> **Assigned task**
The answer must be every line from the entries below that includes "scale".
....
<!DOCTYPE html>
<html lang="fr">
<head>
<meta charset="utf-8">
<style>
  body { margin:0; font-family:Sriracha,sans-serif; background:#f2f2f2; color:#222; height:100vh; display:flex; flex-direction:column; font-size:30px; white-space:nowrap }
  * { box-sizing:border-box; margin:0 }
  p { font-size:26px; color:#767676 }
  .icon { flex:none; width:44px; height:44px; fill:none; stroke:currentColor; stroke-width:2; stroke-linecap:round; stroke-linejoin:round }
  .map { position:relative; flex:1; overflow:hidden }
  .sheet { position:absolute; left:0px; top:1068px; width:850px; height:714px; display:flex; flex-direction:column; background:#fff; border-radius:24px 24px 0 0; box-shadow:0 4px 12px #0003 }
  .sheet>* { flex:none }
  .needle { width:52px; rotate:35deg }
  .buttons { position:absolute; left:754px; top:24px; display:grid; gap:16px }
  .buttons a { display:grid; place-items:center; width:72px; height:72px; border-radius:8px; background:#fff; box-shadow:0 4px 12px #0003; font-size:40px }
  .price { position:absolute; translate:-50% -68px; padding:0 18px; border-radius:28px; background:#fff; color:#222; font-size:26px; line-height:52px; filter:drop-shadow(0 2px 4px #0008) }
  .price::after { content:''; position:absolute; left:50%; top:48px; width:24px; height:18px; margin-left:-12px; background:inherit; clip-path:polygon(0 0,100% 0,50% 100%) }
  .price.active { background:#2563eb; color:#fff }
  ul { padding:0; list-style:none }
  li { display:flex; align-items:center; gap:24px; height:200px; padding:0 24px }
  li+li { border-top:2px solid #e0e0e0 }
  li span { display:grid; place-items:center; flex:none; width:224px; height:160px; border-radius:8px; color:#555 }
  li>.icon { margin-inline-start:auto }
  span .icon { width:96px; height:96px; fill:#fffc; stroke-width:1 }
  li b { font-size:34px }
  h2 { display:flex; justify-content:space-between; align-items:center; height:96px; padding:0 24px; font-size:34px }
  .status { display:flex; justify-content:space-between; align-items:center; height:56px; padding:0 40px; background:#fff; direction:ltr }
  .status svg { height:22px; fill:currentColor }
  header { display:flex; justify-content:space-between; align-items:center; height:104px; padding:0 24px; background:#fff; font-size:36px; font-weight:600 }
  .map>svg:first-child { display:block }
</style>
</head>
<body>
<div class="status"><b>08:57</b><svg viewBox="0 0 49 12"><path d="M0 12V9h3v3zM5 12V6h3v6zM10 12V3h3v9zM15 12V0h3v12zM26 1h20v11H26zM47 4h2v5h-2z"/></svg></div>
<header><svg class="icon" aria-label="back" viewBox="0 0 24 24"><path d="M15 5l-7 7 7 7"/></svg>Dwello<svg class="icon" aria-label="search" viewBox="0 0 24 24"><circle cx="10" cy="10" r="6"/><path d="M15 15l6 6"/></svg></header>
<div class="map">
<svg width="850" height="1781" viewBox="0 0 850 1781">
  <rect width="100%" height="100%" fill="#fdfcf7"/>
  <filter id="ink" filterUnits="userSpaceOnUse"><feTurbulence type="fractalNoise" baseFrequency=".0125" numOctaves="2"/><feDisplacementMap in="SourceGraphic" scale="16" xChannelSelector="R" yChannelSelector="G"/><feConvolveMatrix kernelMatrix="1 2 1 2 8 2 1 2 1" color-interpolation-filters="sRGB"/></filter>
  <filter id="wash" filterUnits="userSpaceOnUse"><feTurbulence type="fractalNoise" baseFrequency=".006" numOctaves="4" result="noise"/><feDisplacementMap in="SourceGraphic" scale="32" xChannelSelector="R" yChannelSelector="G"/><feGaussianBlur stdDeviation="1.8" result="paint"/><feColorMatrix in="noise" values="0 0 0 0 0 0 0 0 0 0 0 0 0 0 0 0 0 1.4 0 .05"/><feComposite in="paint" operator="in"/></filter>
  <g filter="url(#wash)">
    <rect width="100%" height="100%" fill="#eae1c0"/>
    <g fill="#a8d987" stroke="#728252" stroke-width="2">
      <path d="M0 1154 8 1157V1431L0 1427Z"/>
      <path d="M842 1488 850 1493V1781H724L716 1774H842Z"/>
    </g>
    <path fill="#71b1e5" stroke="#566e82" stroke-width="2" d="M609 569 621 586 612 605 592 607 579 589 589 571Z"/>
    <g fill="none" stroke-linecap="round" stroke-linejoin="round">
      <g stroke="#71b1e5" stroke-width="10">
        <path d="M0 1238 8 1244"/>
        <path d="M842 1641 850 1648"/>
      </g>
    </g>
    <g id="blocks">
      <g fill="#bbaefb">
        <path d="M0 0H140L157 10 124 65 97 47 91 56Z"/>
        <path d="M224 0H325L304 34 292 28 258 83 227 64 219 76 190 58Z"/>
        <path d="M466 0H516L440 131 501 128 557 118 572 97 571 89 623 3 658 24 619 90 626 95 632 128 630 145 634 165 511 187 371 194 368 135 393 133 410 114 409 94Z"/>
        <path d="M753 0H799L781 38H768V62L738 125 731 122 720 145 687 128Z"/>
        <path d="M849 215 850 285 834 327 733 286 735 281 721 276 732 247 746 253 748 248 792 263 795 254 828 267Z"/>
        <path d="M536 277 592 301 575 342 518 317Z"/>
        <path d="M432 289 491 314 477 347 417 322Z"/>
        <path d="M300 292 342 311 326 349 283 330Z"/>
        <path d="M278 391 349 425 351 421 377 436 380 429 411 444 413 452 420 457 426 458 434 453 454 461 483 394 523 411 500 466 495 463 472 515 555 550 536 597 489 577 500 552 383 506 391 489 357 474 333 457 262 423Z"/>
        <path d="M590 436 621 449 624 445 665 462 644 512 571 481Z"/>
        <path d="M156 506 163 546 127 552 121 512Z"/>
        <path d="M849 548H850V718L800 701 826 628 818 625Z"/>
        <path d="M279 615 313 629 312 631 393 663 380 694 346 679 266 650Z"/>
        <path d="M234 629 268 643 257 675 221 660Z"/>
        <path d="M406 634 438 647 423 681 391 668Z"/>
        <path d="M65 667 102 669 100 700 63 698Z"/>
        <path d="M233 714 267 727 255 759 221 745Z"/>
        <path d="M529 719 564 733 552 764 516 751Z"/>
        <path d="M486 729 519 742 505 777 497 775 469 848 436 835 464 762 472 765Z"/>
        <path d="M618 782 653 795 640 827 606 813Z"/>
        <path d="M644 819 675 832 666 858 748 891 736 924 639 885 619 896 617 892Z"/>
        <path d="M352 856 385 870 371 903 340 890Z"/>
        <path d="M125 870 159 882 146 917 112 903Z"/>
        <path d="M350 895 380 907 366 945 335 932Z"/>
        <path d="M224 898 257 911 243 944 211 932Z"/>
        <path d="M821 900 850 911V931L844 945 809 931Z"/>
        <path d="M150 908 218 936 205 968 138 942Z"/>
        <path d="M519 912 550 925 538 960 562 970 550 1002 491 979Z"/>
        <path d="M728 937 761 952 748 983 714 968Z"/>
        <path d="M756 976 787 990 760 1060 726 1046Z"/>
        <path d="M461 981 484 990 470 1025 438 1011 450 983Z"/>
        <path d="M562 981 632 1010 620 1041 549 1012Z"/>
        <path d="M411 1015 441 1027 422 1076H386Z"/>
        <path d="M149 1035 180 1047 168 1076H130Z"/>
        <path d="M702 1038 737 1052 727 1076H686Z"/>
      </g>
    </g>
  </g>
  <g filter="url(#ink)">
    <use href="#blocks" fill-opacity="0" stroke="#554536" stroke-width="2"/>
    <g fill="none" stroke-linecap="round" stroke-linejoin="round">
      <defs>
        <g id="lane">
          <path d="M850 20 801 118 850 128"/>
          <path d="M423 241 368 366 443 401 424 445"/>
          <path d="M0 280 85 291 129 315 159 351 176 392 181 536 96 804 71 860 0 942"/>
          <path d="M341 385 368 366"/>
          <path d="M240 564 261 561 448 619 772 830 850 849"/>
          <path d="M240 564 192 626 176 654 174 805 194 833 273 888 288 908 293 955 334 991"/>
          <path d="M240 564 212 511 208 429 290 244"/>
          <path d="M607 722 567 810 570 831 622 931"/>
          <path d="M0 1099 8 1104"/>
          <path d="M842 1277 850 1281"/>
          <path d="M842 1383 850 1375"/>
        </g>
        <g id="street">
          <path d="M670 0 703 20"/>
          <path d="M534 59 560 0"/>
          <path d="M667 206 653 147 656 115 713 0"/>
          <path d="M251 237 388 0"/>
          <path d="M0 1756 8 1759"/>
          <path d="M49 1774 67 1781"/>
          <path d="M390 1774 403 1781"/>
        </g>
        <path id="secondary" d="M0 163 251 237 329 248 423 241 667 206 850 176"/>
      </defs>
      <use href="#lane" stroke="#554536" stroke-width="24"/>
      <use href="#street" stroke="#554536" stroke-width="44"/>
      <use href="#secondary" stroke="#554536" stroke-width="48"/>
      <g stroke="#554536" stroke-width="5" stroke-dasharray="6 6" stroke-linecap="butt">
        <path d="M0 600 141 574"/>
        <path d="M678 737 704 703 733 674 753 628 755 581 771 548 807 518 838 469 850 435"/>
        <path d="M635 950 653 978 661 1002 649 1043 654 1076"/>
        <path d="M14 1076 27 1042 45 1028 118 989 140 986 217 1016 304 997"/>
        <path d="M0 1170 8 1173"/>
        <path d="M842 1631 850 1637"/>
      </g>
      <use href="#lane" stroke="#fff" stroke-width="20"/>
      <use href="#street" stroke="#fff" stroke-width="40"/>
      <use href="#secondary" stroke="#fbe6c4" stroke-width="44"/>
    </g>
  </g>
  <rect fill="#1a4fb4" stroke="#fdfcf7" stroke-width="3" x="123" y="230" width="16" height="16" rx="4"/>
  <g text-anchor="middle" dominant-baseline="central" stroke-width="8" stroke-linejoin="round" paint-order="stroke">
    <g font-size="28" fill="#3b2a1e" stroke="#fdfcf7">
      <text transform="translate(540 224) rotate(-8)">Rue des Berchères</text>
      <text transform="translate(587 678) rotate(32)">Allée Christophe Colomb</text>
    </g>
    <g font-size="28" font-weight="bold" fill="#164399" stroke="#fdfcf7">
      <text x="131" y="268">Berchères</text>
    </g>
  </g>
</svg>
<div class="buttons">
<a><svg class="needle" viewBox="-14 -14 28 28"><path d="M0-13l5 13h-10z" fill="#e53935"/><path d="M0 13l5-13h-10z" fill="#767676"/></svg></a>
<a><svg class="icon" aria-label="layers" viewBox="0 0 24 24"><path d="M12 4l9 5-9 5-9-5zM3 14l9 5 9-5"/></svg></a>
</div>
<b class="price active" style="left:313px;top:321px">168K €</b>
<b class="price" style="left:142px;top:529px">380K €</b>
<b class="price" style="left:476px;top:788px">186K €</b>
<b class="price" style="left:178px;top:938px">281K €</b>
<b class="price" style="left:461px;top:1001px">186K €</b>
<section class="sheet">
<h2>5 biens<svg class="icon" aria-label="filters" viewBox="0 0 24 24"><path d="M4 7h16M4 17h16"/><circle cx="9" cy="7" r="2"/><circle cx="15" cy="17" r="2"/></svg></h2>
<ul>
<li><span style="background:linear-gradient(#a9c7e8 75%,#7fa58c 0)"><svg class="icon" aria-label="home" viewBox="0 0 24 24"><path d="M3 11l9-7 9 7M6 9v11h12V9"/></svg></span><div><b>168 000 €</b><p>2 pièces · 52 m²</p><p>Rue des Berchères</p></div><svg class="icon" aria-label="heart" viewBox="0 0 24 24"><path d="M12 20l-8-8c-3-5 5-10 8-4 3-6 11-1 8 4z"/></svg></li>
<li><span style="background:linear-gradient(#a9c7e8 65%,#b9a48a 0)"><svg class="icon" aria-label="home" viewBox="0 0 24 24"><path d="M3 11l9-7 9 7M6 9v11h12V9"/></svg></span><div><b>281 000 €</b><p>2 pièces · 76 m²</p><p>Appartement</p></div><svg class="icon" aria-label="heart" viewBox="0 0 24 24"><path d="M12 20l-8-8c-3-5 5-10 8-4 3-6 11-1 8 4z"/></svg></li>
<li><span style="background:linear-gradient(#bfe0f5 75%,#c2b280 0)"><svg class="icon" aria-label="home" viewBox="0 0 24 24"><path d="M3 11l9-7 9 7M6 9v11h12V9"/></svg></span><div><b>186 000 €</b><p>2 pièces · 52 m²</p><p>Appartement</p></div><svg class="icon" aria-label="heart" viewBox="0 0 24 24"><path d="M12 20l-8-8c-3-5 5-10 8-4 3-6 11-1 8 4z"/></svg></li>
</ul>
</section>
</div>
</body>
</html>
....
> **Exercise output**
  <filter id="ink" filterUnits="userSpaceOnUse"><feTurbulence type="fractalNoise" baseFrequency=".0125" numOctaves="2"/><feDisplacementMap in="SourceGraphic" scale="16" xChannelSelector="R" yChannelSelector="G"/><feConvolveMatrix kernelMatrix="1 2 1 2 8 2 1 2 1" color-interpolation-filters="sRGB"/></filter>
  <filter id="wash" filterUnits="userSpaceOnUse"><feTurbulence type="fractalNoise" baseFrequency=".006" numOctaves="4" result="noise"/><feDisplacementMap in="SourceGraphic" scale="32" xChannelSelector="R" yChannelSelector="G"/><feGaussianBlur stdDeviation="1.8" result="paint"/><feColorMatrix in="noise" values="0 0 0 0 0 0 0 0 0 0 0 0 0 0 0 0 0 1.4 0 .05"/><feComposite in="paint" operator="in"/></filter>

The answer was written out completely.